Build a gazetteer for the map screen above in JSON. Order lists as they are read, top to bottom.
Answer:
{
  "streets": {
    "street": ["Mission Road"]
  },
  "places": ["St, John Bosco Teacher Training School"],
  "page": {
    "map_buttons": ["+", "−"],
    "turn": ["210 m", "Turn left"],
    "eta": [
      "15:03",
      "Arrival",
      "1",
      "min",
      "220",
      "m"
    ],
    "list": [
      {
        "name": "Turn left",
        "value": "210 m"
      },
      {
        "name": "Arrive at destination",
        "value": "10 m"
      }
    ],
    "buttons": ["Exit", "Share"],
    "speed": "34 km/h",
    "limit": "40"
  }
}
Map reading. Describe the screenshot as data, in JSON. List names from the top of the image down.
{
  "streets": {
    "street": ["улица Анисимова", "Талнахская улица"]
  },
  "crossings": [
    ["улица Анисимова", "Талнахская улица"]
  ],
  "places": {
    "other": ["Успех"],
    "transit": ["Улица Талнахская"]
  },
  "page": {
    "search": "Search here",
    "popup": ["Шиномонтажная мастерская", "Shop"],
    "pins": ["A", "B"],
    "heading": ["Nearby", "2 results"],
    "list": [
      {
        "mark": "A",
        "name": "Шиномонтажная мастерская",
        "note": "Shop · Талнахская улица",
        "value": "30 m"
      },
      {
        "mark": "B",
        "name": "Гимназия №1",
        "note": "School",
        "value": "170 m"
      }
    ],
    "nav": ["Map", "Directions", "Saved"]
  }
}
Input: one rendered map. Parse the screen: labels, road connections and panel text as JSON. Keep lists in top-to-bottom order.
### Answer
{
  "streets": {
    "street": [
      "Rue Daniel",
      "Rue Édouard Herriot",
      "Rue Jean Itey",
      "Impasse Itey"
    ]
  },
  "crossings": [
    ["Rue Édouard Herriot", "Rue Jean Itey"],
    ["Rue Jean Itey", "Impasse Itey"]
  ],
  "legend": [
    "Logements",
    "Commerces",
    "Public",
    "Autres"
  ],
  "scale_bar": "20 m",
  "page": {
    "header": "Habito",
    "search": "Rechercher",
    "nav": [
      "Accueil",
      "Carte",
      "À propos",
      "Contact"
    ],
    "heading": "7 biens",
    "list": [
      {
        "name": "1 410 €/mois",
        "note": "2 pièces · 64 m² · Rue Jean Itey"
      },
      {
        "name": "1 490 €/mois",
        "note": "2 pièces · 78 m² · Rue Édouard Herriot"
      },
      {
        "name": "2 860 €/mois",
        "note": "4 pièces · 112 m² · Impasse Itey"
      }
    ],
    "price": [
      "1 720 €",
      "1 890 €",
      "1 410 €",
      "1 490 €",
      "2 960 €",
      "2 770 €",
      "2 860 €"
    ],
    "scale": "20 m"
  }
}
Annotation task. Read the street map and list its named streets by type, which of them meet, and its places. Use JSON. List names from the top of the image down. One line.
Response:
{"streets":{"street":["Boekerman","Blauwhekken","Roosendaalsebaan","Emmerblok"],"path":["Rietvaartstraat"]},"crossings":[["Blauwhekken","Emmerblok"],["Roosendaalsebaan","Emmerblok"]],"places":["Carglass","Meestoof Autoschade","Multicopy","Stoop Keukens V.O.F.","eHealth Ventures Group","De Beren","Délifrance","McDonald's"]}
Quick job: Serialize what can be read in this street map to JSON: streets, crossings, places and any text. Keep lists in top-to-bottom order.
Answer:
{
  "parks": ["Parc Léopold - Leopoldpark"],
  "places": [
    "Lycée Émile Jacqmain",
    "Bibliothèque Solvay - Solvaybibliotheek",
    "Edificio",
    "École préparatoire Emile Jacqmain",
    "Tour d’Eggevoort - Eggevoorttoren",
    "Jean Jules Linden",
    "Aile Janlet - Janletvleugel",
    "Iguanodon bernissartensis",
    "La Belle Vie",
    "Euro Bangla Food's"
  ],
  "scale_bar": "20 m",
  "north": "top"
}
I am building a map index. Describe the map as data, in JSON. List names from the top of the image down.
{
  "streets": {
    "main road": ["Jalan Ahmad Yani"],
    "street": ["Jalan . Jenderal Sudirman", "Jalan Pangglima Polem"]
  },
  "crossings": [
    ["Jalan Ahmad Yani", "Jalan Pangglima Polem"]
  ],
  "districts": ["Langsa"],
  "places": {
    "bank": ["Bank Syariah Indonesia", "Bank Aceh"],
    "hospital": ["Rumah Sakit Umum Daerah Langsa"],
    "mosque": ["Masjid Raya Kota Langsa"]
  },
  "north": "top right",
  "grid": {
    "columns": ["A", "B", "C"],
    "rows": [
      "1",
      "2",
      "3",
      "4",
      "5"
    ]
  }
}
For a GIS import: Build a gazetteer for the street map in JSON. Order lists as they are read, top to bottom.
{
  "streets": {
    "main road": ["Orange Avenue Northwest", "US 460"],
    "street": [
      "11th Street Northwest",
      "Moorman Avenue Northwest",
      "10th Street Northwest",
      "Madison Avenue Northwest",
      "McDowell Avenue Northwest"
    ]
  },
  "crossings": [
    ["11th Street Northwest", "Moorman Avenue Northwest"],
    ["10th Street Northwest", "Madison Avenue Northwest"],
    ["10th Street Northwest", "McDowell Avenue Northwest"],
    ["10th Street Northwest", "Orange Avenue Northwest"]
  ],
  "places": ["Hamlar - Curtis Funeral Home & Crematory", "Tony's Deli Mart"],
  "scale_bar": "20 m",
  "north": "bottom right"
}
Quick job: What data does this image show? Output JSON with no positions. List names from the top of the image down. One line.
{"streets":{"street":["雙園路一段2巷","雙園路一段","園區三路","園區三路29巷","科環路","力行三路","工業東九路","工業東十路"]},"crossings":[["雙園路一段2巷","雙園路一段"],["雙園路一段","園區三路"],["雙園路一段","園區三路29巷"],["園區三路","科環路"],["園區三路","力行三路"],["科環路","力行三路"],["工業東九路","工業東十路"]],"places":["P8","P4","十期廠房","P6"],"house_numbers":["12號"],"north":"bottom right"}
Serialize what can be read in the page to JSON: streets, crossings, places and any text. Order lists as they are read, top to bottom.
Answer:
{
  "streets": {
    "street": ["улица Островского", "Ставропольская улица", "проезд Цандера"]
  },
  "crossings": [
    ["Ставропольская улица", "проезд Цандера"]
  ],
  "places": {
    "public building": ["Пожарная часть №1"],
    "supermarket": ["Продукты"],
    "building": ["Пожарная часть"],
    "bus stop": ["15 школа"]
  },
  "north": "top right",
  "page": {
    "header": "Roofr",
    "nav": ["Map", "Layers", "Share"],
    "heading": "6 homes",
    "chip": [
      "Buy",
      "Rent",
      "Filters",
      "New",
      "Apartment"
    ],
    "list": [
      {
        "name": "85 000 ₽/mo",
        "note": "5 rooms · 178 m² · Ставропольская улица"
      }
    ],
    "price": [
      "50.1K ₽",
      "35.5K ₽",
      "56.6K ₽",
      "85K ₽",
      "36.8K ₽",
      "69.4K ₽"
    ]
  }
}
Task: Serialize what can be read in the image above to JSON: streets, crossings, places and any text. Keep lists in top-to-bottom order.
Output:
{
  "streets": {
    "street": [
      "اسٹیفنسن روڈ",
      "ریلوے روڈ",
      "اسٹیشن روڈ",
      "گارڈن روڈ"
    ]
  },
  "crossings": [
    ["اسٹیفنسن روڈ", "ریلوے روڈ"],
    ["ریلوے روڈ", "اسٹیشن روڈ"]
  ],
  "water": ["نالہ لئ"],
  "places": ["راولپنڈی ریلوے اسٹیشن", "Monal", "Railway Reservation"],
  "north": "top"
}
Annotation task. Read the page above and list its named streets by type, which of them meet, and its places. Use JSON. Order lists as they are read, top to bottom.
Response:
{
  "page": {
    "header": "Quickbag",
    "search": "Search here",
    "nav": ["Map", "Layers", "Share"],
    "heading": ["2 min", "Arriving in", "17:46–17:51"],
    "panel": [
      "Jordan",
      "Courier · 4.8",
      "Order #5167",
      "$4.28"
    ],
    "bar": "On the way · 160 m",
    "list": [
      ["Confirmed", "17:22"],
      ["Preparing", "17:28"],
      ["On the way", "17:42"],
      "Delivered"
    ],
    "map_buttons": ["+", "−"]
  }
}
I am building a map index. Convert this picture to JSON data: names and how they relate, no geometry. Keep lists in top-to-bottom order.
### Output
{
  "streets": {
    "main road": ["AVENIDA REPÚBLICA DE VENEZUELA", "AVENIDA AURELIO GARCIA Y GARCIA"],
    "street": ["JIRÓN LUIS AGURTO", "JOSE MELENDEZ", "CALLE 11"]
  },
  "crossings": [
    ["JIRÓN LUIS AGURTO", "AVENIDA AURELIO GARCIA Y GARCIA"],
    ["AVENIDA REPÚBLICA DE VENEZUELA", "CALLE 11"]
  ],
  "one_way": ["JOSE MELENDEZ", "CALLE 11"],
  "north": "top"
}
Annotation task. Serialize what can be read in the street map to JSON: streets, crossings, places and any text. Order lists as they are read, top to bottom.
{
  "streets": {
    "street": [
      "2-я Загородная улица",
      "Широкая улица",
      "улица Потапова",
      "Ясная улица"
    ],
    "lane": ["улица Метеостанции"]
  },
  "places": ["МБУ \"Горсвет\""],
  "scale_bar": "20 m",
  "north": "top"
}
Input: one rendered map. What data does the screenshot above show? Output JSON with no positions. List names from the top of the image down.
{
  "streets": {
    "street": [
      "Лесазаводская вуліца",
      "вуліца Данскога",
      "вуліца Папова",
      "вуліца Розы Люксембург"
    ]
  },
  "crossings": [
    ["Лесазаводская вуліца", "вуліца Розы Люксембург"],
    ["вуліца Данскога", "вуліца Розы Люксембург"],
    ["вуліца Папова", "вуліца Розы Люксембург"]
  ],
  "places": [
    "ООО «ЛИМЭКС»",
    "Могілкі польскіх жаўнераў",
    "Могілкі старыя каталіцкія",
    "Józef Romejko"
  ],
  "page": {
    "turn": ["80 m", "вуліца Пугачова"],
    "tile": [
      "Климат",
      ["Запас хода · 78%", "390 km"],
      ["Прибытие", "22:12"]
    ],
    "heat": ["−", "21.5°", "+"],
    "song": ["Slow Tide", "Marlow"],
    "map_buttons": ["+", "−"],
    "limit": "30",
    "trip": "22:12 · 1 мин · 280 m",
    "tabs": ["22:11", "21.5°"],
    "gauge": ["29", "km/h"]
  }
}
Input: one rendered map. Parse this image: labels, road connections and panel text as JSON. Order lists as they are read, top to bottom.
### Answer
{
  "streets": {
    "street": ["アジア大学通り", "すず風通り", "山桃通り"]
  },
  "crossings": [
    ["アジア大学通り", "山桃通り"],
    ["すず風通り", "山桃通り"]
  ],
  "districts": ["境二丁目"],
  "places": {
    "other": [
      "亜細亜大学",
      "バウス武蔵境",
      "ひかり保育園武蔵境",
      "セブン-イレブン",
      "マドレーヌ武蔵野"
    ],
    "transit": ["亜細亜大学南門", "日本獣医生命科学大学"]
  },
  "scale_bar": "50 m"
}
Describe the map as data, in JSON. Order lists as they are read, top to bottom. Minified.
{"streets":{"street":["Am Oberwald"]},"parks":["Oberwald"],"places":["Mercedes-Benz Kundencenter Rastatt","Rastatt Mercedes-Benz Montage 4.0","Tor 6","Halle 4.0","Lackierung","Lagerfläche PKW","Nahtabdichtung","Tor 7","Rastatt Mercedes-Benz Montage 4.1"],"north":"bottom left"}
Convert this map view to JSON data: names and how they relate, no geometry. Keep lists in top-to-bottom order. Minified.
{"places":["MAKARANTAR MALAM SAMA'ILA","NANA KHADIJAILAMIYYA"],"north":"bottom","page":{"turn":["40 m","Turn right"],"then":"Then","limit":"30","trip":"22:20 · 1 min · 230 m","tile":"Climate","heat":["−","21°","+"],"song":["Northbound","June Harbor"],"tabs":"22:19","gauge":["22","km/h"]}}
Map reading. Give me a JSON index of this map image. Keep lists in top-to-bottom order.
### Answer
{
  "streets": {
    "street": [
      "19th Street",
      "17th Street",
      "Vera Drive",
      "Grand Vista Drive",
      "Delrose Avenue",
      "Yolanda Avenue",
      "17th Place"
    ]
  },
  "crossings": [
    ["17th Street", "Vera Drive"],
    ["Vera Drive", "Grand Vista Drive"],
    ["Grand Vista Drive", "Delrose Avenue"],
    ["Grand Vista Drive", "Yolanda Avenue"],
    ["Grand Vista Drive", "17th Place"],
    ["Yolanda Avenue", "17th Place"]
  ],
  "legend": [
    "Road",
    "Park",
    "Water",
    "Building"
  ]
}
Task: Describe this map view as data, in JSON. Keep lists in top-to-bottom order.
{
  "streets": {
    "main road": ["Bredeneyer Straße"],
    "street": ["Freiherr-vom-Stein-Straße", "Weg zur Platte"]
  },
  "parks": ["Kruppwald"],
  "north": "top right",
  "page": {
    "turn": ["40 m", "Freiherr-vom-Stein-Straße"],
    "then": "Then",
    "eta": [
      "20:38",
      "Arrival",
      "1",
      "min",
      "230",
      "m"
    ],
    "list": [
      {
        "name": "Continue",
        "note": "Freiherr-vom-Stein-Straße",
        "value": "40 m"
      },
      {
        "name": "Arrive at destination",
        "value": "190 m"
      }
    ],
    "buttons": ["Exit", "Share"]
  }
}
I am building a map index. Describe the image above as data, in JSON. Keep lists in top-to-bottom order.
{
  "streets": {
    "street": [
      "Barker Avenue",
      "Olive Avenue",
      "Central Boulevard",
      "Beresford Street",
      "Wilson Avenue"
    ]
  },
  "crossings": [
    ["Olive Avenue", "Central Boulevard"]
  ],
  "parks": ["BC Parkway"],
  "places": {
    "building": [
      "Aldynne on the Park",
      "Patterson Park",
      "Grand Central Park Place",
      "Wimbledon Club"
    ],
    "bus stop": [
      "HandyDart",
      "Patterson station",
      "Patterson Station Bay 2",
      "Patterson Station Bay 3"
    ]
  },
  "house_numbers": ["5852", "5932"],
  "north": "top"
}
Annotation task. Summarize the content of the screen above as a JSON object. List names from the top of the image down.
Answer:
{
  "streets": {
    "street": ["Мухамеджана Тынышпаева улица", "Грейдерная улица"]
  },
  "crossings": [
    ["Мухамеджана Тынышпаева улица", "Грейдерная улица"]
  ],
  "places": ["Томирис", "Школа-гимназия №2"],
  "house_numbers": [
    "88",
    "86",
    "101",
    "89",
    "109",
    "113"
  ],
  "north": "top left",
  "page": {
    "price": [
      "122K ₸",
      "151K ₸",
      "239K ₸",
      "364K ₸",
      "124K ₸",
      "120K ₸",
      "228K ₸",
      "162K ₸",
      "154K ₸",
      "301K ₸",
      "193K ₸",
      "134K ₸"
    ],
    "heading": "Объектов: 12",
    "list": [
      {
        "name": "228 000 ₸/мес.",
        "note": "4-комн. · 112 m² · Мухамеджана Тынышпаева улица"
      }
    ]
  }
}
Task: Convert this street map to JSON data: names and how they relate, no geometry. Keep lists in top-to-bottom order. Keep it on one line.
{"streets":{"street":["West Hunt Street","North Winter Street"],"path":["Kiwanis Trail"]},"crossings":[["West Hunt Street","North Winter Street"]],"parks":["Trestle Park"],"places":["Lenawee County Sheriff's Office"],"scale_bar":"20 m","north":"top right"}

What the exercise asks:
Filter the records down to the lines containing the word "labels", and copy those.

Answer section:
Input: one rendered map. Parse the screen: labels, road connections and panel text as JSON. Keep lists in top-to-bottom order.
Input: one rendered map. Parse this image: labels, road connections and panel text as JSON. Order lists as they are read, top to bottom.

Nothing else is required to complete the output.